Malheur National Wildlife Refuge in Oregon

Malheur National Wildlife Refuge

With a herd of cows and half-dozen Mexican vaqueros, Peter French arrived in southeast Oregon in 1872 on building a cattle empire. He was wildly successful and equally unpopular, paying with his life when an angry competitor shot him off his horse.

With a pair of binoculars, a spotting scope, and a Canon camera with a 300mm lens, I arrived at French’s P Ranch — 130 years later — bent on finding a reported magnolia warbler, a rare vagrant in these parts. Alas, I was wildly unsuccessful. The warbler had flown, but it had been another great day of birding at Malheur National Wildlife Refuge, a 30-mile-long section of marshland that puts a green patch on an otherwise dingy-colored map.

Today Pete French’s wet spot in the high desert offers an oasis for birds and birders alike, with a twist of the Old West.

By order of President Theodore Roosevelt the refuge was designated in 1908 to protect egrets and other water birds from slaughter by plum hunters. Sing then, birders have flocked to the 185,000-acre refuge to catch glimpses of the more than 300 species that have been recorded here.

I’ve been hooked ever since I first experience the place from the seat of a bicycle at the age of six. After pedaling on the bumpy gravel roads for hours in the hot sun, with a sore backside and a sunburned neck, I was literally stopped in my tracks when a great horned owl swooped out of the willows and flew within inches of my head. For me that was the beginning of a long love affair with the land and birds.

One of the most expansive wetland complexes in North America, the refuge sweeps across an intricate network of marshy meadows, ponds, sloughs, lakes and wetlands up into rimrocks and sagebrush-covered hills. This bird sanctuary is shaped like a capital T, with Harney, Mud, and Malheur lakes forming the horizontal bar of the T, and the Donner und Blitzen River threading down the center of the vertical bar of the T. Much of the refuge, with the exception of the lakes, is intensely developed with manmade structures, such as dams, and ditches, that manipulate the water to create wildlife habitat. Water levels vary naturally from year to year, with an average of 45,000 acres of water covering the refugee per year.

For birds breeding and wintering in the area or just passing through on their migration along the Pacific fly-way, Malheur offers a variety of habitats and a safe haven of greens and blues in a parched land of yellows and browns.

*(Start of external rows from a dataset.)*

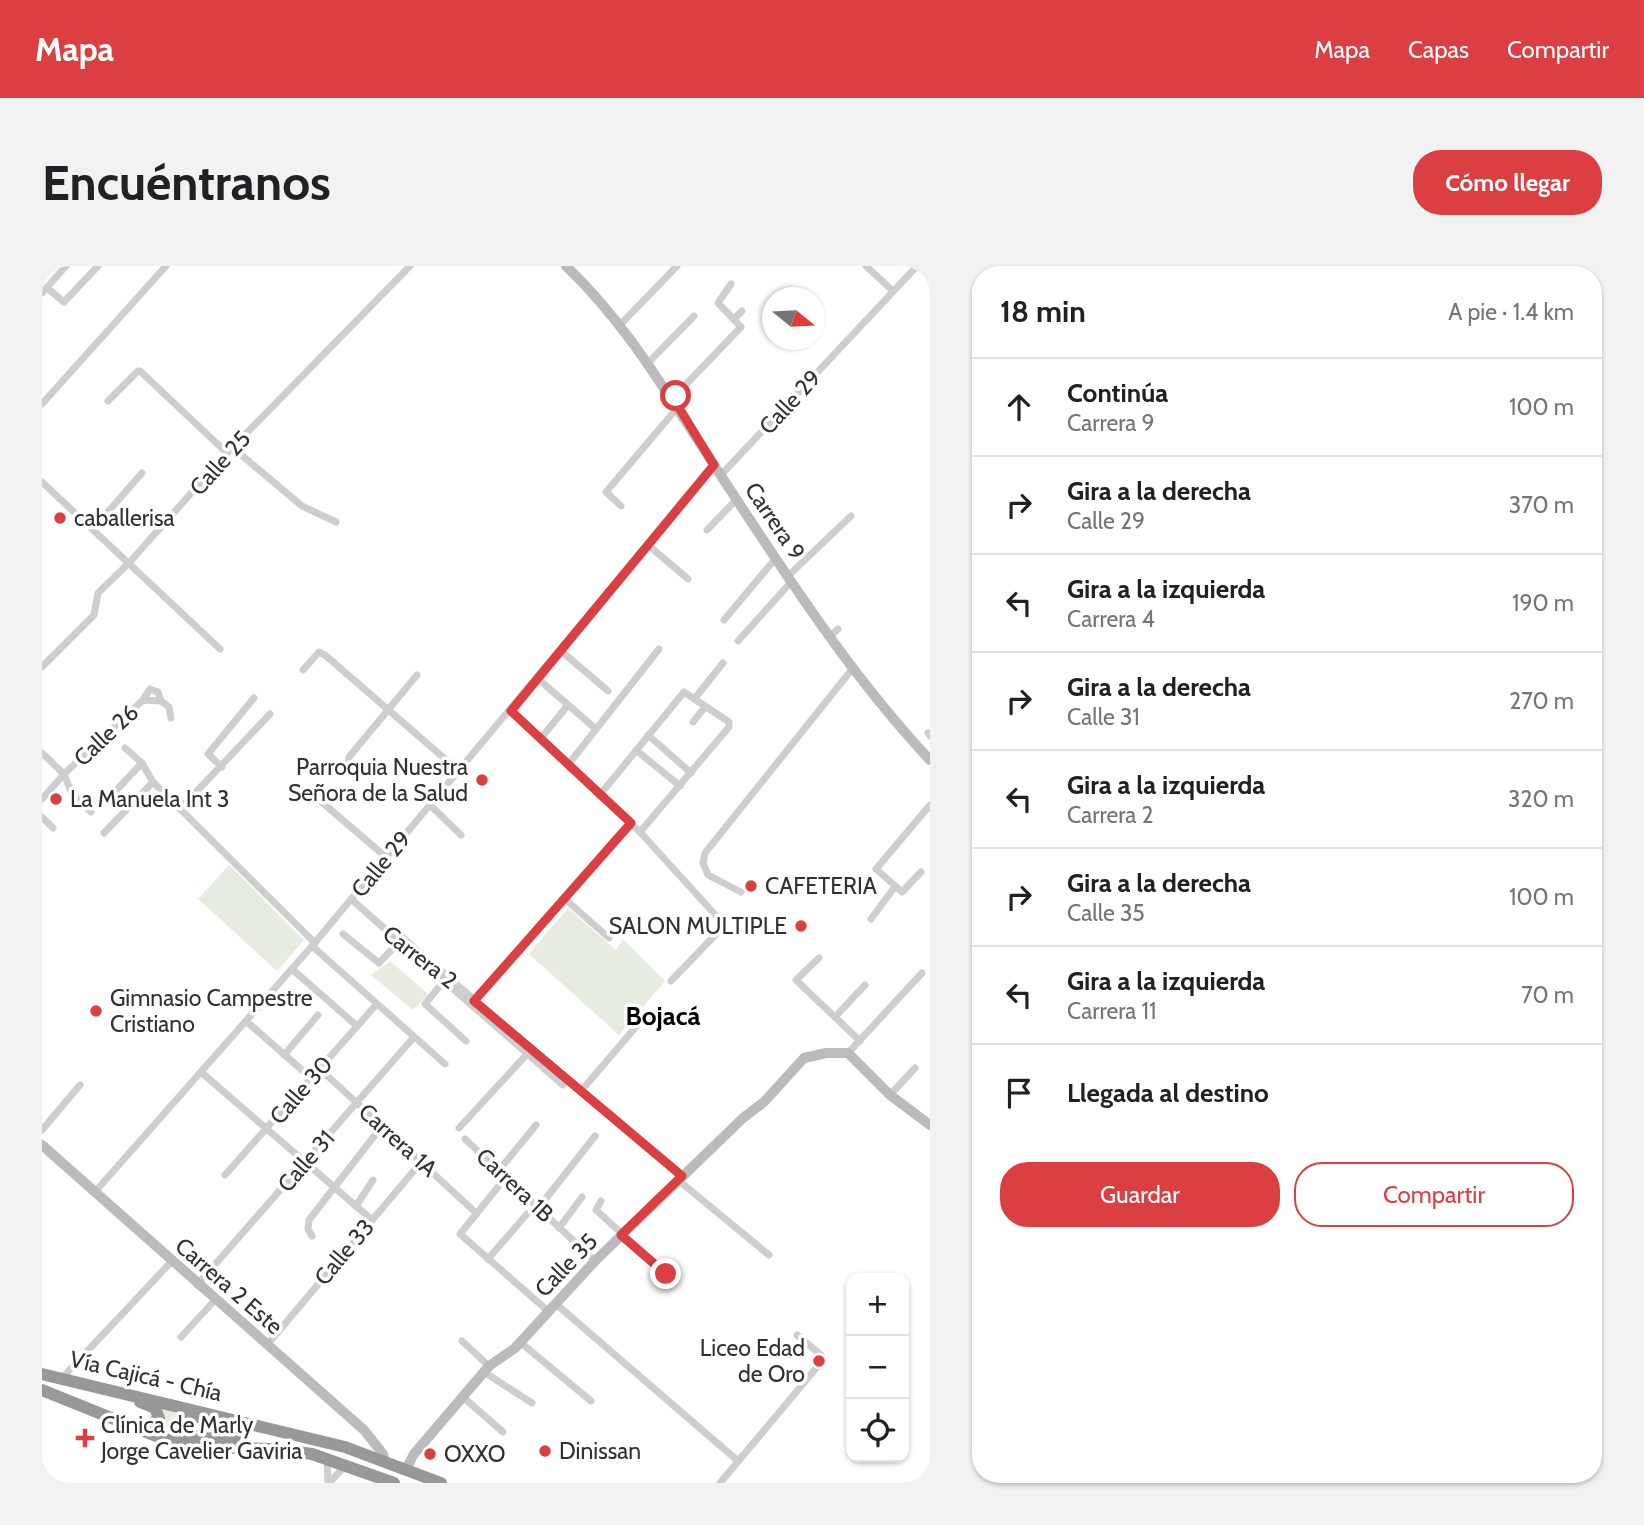 <!DOCTYPE html>
<html lang="es">
<head>
<meta charset="utf-8">
<style>
	body { margin:0; font-family:Cabin,sans-serif; background:#f2f2f2; color:#202124 }
	.controls { position:absolute; right:21px; bottom:21px; display:grid; overflow:hidden; border-radius:14px; box-shadow:0 2px 5px #0004 }
	.controls button { width:63px; height:63px; display:grid; place-items:center; padding:0; border:0; border-bottom:2px solid #e0e0e0; background:#fff; color:#202124; font:35px sans-serif }
	.compass { position:absolute; left:720px; top:21px; width:63px; height:63px; border-radius:50%; background:#fff; box-shadow:0 2px 5px #0004; rotate:108deg }
	.stop { position:absolute; width:21px; height:21px; margin:-16px; border:5px solid #dc3f42; border-radius:50%; background:#fff }
	.stop.end { background:#dc3f42; border-color:#fff; box-shadow:0 2px 7px #0008 }
	.list { margin:0; padding:0; list-style:none }
	h2 { display:flex; justify-content:space-between; align-items:center; height:91px; margin:0; padding:0 28px; font-size:30px }
	h2 small { font-size:23px; font-weight:400; color:#757577 }
	.list li { display:grid; grid-template-columns:46px 1fr auto; gap:21px; align-items:center; box-sizing:border-box; height:98px; padding:0 28px; border-top:2px solid #e0e0e0 }
	.list b { display:block; font-size:26px; white-space:nowrap }
	.list p { margin:0; font-size:23px; white-space:nowrap; color:#757577 }
	.list em { font-size:23px; font-style:normal; color:#757577 }
	.actions { display:flex; gap:14px; padding:21px 28px }
	.actions a { flex:1; padding:16px 0; border:2px solid #dc3f42; border-radius:28px; text-align:center; font-size:24px; color:#dc3f42 }
	.actions .main { background:#dc3f42; color:#fff }
	.icon { flex:none; width:38px; height:38px; fill:none; stroke:currentColor; stroke-width:2; stroke-linecap:round; stroke-linejoin:round }
	.map { position:relative; flex:none; width:888px; height:1217px; overflow:hidden; border-radius:28px }
	header { display:flex; align-items:center; gap:42px; box-sizing:border-box; height:98px; padding:0 35px; background:#dc3f42; color:#fff }
	header strong { font-size:33px }
	nav { display:flex; gap:38px; margin-inline-start:auto; font-size:24px }
	.intro { display:flex; align-items:center; justify-content:space-between; box-sizing:border-box; height:168px; padding:0 42px }
	h1 { margin:0; font-size:49px }
	.button { padding:18px 32px; border-radius:28px; background:#dc3f42; color:#fff; font-size:24px; font-weight:700 }
	main { display:flex; gap:42px; padding:0 42px }
	aside { flex:1; background:#fff; border-radius:28px; box-shadow:0 2px 5px #0004 }
	.map>svg:first-child { display:block }
	.green { fill:#e6ede0 }
	.lines { fill:none; stroke-linecap:round; stroke-linejoin:round }
	.street { stroke:#cecece; stroke-width:7 }
	.secondary { stroke:#bbb; stroke-width:10 }
	.highway { stroke:#989898; stroke-width:12 }
	.route { stroke:#dc3f42; stroke-width:9 }
	.poi-dot { fill:#dc3f42; stroke:#fff; stroke-width:2.5 }
	.labels { text-anchor:middle; stroke-width:7; stroke-linejoin:round; paint-order:stroke }
	.street-label { font-size:23px; fill:#313131; stroke:#fff }
	.poi-label { font-size:23px; fill:#313131; stroke:#fff; text-anchor:start }
	.quarter-label { font-size:26px; font-weight:bold; fill:#000; stroke:#fff }
</style>
</head>
<body>
<header>
<strong>Mapa</strong>
<nav><a>Mapa</a><a>Capas</a><a>Compartir</a></nav>
</header>
<div class="intro"><h1>Encuéntranos</h1><a class="button">Cómo llegar</a></div>
<main>
<div class="map">
<svg width="888" height="1217" viewBox="0 0 888 1217">
	<rect width="100%" height="100%" fill="#fff"/>
	<g class="green">
		<path d="M187,599l75,75 -27,31 -79,-72z"/>
		<path d="M526,642l48,42 7,-11 42,42 -46,54 -90,-81z"/>
		<path d="M348,695l38,33 -15,16 -42,-35z"/>
		<path d="M119,1140l20,7 -5,13 4,9 -22,-5 6,-10z"/>
	</g>
	<g class="lines">
		<g class="street">
			<path d="M824,0l27,25"/>
			<path d="M881,0l7,6"/>
			<path d="M5,22l17,14 34,-36"/>
			<path d="M0,27l24,-27"/>
			<path d="M692,53l8,-8"/>
			<path d="M578,59l57,-59"/>
			<path d="M606,97l46,-47"/>
			<path d="M631,132l68,-71 -23,-24 13,-19"/>
			<path d="M66,135l30,-30h2l87,82"/>
			<path d="M0,138l124,-138"/>
			<path d="M191,182l69,58 34,16"/>
			<path d="M679,209l196,-209"/>
			<path d="M0,216l178,167"/>
			<path d="M579,240l-15,-14 72,-85"/>
			<path d="M51,263l49,-56"/>
			<path d="M665,264l30,-31"/>
			<path d="M606,279l40,34"/>
			<path d="M746,310l63,-60"/>
			<path d="M682,354l52,-62"/>
			<path d="M789,369l7,-6"/>
			<path d="M696,375l54,-60"/>
			<path d="M518,384l48,41"/>
			<path d="M0,401l52,-52 4,-22 30,-29 99,-111 183,-187"/>
			<path d="M261,404l16,-18 6,3 134,116"/>
			<path d="M495,412l59,51"/>
			<path d="M653,432l28,-35"/>
			<path d="M101,434l7,-11 8,3 3,9"/>
			<path d="M469,445l129,121 80,88v10l-49,51"/>
			<path d="M651,456l12,-15"/>
			<path d="M886,467l2,3"/>
			<path d="M606,469l43,38"/>
			<path d="M499,472l27,-33"/>
			<path d="M83,482l17,15 11,19 162,161"/>
			<path d="M594,484l44,36"/>
			<path d="M0,487l22,21 8,20 19,18"/>
			<path d="M526,499l91,-116"/>
			<path d="M180,501l-14,-13 46,-56"/>
			<path d="M318,508l-12,-9 1,-8 68,-82"/>
			<path d="M557,530l85,-104 45,30v5l-89,105"/>
			<path d="M275,532l70,60"/>
			<path d="M0,533l22,-25 79,-74 18,1 8,6 2,11"/>
			<path d="M66,533l34,-36"/>
			<path d="M389,540l30,29"/>
			<path d="M138,543l90,-95"/>
			<path d="M0,551l11,11"/>
			<path d="M62,567l49,-51"/>
			<path d="M879,606l-19,20 -26,-23 54,-64"/>
			<path d="M699,626l-33,-17 -5,-12 2,-10 148,-185"/>
			<path d="M309,633l93,82 5,-3 233,198"/>
			<path d="M523,633l44,39"/>
			<path d="M829,653l23,-31"/>
			<path d="M352,664l55,48"/>
			<path d="M301,668l36,29 20,-21"/>
			<path d="M270,680l133,118"/>
			<path d="M777,692l-23,22 64,61"/>
			<path d="M250,703l65,57"/>
			<path d="M430,738l159,-181"/>
			<path d="M793,751l30,-32"/>
			<path d="M204,755l65,57"/>
			<path d="M424,775l-41,-37 19,-23 119,104"/>
			<path d="M806,787l74,-80"/>
			<path d="M242,789l34,-40"/>
			<path d="M278,803l155,143"/>
			<path d="M159,806l170,147"/>
			<path d="M539,825l60,-70"/>
			<path d="M848,829l25,-27"/>
			<path d="M417,862l69,-75"/>
			<path d="M0,864l38,-45"/>
			<path d="M423,873l130,122"/>
			<path d="M458,903l36,-44"/>
			<path d="M183,909l151,-170"/>
			<path d="M636,914l91,75"/>
			<path d="M456,921l-38,47 88,77"/>
			<path d="M52,927l218,-247 402,-481"/>
			<path d="M559,935l-5,9 70,64"/>
			<path d="M314,940l17,-26"/>
			<path d="M498,940l55,-70"/>
			<path d="M517,962l23,-31"/>
			<path d="M270,970l-4,-7 1,-9 73,-94"/>
			<path d="M446,993l39,-45"/>
			<path d="M155,1019l217,-248"/>
			<path d="M514,1038l182,157"/>
			<path d="M139,1071l34,-37"/>
			<path d="M420,1075l27,25"/>
			<path d="M478,1076l71,59"/>
			<path d="M225,1079l155,-184"/>
			<path d="M442,1106l48,31"/>
			<path d="M21,1111l109,-116"/>
			<path d="M421,1131l40,35"/>
			<path d="M285,1193l1,24"/>
			<path d="M287,1217l16,-17"/>
			<path d="M678,1217l103,-123 -2,-5 -24,-20"/>
		</g>
		<g class="secondary">
			<path d="M524,0c56,53 95,118 137,182 70,107 140,219 227,312"/>
			<path d="M0,879l322,285 19,24 1,6"/>
			<path d="M364,1203l8,-15 75,-88 26,-18 80,-87 148,-143 21,-16 40,-44 22,-5h22l42,42 40,30"/>
		</g>
		<g class="highway">
			<path d="M0,1108l303,73 96,36"/>
			<path d="M0,1124l119,48 43,9 70,2 38,5 82,29"/>
			<path d="M163,1151h-16l-4,5v9l8,5 44,4"/>
			<path d="M94,1158l12,3 11,-9 -4,-10 -15,-6"/>
		</g>
	</g>
	<g class="lines">
		<path class="route" d="M624,1008l-45,-39 61,-59 -208,-175 157,-178 -120,-112 203,-246 -41,-67 3,-2"/>
	</g>
	<g class="poi-dot">
		<circle cx="18" cy="252" r="7"/>
		<circle cx="440" cy="514" r="7"/>
		<circle cx="14" cy="533" r="7"/>
		<circle cx="709" cy="620" r="7"/>
		<circle cx="759" cy="660" r="7"/>
		<circle cx="54" cy="745" r="7"/>
		<circle cx="777" cy="1095" r="7"/>
		<path d="M39.5 1161.5h7v7h7v7h-7v7h-7v-7h-7v-7h7z"/>
		<circle cx="503" cy="1185" r="7"/>
		<circle cx="388" cy="1188" r="7"/>
	</g>
	<g class="labels">
		<g class="street-label">
			<text transform="translate(748 136) rotate(-47)" y="8">Calle 29</text>
			<text transform="translate(178 197) rotate(-48)" y="8">Calle 25</text>
			<text transform="translate(733 255) rotate(56)" y="8">Carrera 9</text>
			<text transform="translate(64 469) rotate(-43)" y="8">Calle 26</text>
			<text transform="translate(339 598) rotate(-50)" y="8">Calle 29</text>
			<text transform="translate(378 691) rotate(38)" y="8">Carrera 2</text>
			<text transform="translate(259 824) rotate(-49)" y="8">Calle 30</text>
			<text transform="translate(356 874) rotate(42)" y="8">Carrera 1A</text>
			<text transform="translate(264 895) rotate(-49)" y="8">Calle 31</text>
			<text transform="translate(473 919) rotate(43)" y="8">Carrera 1B</text>
			<text transform="translate(302 986) rotate(-50)" y="8">Calle 33</text>
			<text transform="translate(524 999) rotate(-46)" y="8">Calle 35</text>
			<text transform="translate(187 1020) rotate(41)" y="8">Carrera 2 Este</text>
			<text transform="translate(104 1110) rotate(13)" y="8">Vía Cajicá - Chía</text>
		</g>
		<g class="poi-label">
			<text x="32" y="260">caballerisa</text>
			<text x="426" y="509" text-anchor="end">Parroquia Nuestra<tspan x="426" dy="26">Señora de la Salud</tspan></text>
			<text x="28" y="541">La Manuela Int 3</text>
			<text x="723" y="628">CAFETERIA</text>
			<text x="745" y="668" text-anchor="end">SALON MULTIPLE</text>
			<text x="68" y="740">Gimnasio Campestre<tspan x="68" dy="26">Cristiano</tspan></text>
			<text x="763" y="1090" text-anchor="end">Liceo Edad<tspan x="763" dy="26">de Oro</tspan></text>
			<text x="59" y="1167">Clínica de Marly<tspan x="59" dy="26">Jorge Cavelier Gaviria</tspan></text>
			<text x="517" y="1193">Dinissan</text>
			<text x="402" y="1196">OXXO</text>
		</g>
		<g class="quarter-label">
			<text x="621" y="759">Bojacá</text>
		</g>
	</g>
</svg>
<div class="controls">
<button>+</button>
<button>−</button>
<button><svg class="icon" aria-label="locate" viewBox="0 0 24 24"><circle cx="12" cy="12" r="6"/><path d="M12 2v4M12 18v4M2 12h4M18 12h4"/></svg></button>
</div>
<svg class="compass" viewBox="-18 -18 36 36"><path d="M0-13l5 13h-10z" fill="#e53935"/><path d="M0 13l5-13h-10z" fill="#757577"/></svg>
<div class="stop" style="left:634px;top:130px"></div>
<div class="stop end" style="left:624px;top:1008px"></div>
</div>
<aside>
<h2>18 min<small>A pie · 1.4 km</small></h2>
<ul class="list">
<li><svg class="icon" aria-label="ahead" viewBox="0 0 24 24"><path d="M12 20V5M6 11l6-6 6 6"/></svg><div><b>Continúa</b><p>Carrera 9</p></div><em>100 m</em></li>
<li><svg class="icon" aria-label="right" viewBox="0 0 24 24"><path d="M7 20v-9h11M14 6l5 5-5 5"/></svg><div><b>Gira a la derecha</b><p>Calle 29</p></div><em>370 m</em></li>
<li><svg class="icon" aria-label="left" viewBox="0 0 24 24"><path d="M17 20v-9H6M10 6l-5 5 5 5"/></svg><div><b>Gira a la izquierda</b><p>Carrera 4</p></div><em>190 m</em></li>
<li><svg class="icon" aria-label="right" viewBox="0 0 24 24"><path d="M7 20v-9h11M14 6l5 5-5 5"/></svg><div><b>Gira a la derecha</b><p>Calle 31</p></div><em>270 m</em></li>
<li><svg class="icon" aria-label="left" viewBox="0 0 24 24"><path d="M17 20v-9H6M10 6l-5 5 5 5"/></svg><div><b>Gira a la izquierda</b><p>Carrera 2</p></div><em>320 m</em></li>
<li><svg class="icon" aria-label="right" viewBox="0 0 24 24"><path d="M7 20v-9h11M14 6l5 5-5 5"/></svg><div><b>Gira a la derecha</b><p>Calle 35</p></div><em>100 m</em></li>
<li><svg class="icon" aria-label="left" viewBox="0 0 24 24"><path d="M17 20v-9H6M10 6l-5 5 5 5"/></svg><div><b>Gira a la izquierda</b><p>Carrera 11</p></div><em>70 m</em></li>
<li><svg class="icon" aria-label="arrive" viewBox="0 0 24 24"><path d="M6 21V4h12l-3 4 3 4H6"/></svg><div><b>Llegada al destino</b></div></li>
</ul>
<div class="actions"><a class="main">Guardar</a><a>Compartir</a></div>
</aside>
</main>
</body>
</html>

Here majestic sandhill cranes, blizzards of snow geese, a full palette of songbirds, congregations of avocets and stilts, and a laundry list of geese and ducks go about their business under the sharp, watchful eyes of the occasional raptor. Malheur is especially known for its cranes. You’ll find it’s worth the trip just to witness the carful mating rituals of the sandhills. I have watched spellbound as these huge birds repeatedly and delicately arched their necks to the ground, caught and bit of cow dung in their beaks, and then flung the morsel into the wind.

Although a variety of birds may be seen year-round a Malheur, the most productive time to visit is during migration, in the spring or fall, when as many as 100 species can be seen in a day. Spring waterfowl migration begins in February and peaks in March, bringing lesser sandhill cranes, snow and Ross’s geese, northern shovelers, cinnamon teal, northern pintails, and buffleheads. Songbird migration peaks in mid-May, filling the air with trills and notes of yellow warblers, Wilson’s warblers, Bullock’s orioles, black-headed grosbeaks, yellow-breasted chats, sage sparrows, western meadowlarks, and yellow-headed blackbirds. Shorebirds on the refuge are most numerous in fall, when mudflats created by receding water levels attract thousands of black-necks stilts and American avocets, as well as long-billed curlews, long-billed dowitchers, great and lesser yellowlegs, and the occasional Baird’s or solitary sandpiper.

A couple of Pete French’s original buildings, including his innovative “round barn,” remain on the refuge. Some cows are still here, too. One black night while driving back-roads in search of common poorwills, I very nearly totaled my car on a close encounter with an extremely black cow standing in the middle of the road. You never know what’s around the next corner in this enchanting place. And that’s what keeps it interesting for birders who return year after year.